World Relief, in a nondescript office park in the Kent valley, is hardly a den of left- wing America doubters.
The charity is the service arm of the National Association of Evangelicals, a mostly conservative national group of churches. At meetings, staffers frequently join hands to pray. To work there at all you have to sign a Christian statement of faith.
To say the place is going through some soul-searching right now, though, would be an understatement.
“This is one of the few times I’ve ever been ashamed to be an American,” says Chitra Hanstad, director of World Relief Seattle’s 50-person office.
It’s the state’s largest refugee-resettlement program. Last year this one office brought in 1,135 people fleeing war and starvation from 28 countries. More than half were Muslims.
On Friday, President Trump’s decision to halt the country’s refugee and asylum programs was throwing World Relief into chaos. The staff faces layoffs. Some were near tears because they’d been working for months to reunite refugee families from across the globe — all of which is now on hold.
Trump’s order bars all refugees for at least the next four months, blocks all Syrian refugees indefinitely, and halts almost any entry into the U.S. from seven Muslim-majority countries for at least three months (the order suggests it could lead to a longer ban).
The first refugee I met on Friday happened to come from one of Trump’s seven Muslim countries, Yemen. He didn’t want to give his full name because his wife and kids are still outside the U.S. Abdullah fled from Yemen’s civil war, then holed up in a refugee camp in Somalia and arrived here only to be locked in the Tacoma detention center for seven and half months.
During that time, he had hearings and interviews before immigration officials and underwent multiple background checks, finger printings and other screenings.

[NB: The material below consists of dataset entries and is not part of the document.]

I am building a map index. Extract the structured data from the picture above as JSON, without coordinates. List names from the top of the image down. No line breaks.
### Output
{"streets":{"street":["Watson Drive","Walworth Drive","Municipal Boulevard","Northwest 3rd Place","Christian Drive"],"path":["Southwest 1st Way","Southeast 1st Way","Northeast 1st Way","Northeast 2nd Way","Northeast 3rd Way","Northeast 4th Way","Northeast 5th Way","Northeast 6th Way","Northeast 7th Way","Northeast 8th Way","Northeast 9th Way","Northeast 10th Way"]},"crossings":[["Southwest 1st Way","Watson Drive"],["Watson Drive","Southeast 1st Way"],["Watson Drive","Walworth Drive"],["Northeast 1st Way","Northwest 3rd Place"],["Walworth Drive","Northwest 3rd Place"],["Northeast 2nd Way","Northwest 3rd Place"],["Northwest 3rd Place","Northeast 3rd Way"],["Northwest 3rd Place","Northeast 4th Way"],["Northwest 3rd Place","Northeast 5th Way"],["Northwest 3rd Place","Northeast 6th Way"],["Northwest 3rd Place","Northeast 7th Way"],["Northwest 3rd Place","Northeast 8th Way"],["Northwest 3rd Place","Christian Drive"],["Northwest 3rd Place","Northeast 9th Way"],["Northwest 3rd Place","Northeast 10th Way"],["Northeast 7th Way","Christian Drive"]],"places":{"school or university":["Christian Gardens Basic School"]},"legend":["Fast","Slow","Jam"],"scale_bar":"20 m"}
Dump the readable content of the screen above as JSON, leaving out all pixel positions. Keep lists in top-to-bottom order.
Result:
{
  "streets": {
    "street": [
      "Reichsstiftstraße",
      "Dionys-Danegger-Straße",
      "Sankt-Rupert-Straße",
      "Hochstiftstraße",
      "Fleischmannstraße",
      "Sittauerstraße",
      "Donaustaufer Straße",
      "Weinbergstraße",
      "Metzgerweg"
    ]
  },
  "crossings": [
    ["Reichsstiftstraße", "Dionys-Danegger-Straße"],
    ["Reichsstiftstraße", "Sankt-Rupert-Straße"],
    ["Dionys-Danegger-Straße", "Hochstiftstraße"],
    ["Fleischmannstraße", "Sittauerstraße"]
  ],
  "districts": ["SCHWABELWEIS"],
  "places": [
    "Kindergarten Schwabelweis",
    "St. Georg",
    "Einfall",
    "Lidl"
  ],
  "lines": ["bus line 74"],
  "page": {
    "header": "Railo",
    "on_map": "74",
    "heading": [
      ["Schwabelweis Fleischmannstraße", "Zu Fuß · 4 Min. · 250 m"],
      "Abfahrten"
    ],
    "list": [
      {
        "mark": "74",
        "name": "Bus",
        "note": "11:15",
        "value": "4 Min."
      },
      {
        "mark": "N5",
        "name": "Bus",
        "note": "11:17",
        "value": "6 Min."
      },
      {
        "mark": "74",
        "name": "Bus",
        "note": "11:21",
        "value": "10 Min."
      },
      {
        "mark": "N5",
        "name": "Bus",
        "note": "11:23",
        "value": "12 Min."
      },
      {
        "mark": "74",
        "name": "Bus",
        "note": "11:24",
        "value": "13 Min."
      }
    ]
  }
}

This is the process that Trump, on Fox News Thursday, described thusly: “We know nothing about them (the refugees) … They didn’t vet them, they have no papers. How can you vet somebody when you don’t know anything about them and they have no papers?”
Did I mention Abdullah is an emergency-room physician?
“You’d be surprised at the level of talent and education locked up in the Tacoma detention center at any given time,” Hanstad says. “They are thoroughly screened and vetted. They are not people with ‘no papers’ and no background. It’s ridiculous.”
Abdullah, 29, said he has landed a job as an English-Arabic medical interpreter. With Friday’s order, though, it’s clear he won’t be reunited with his family anytime soon.
“I feel I’m not living as a full human being now, without them,” he said.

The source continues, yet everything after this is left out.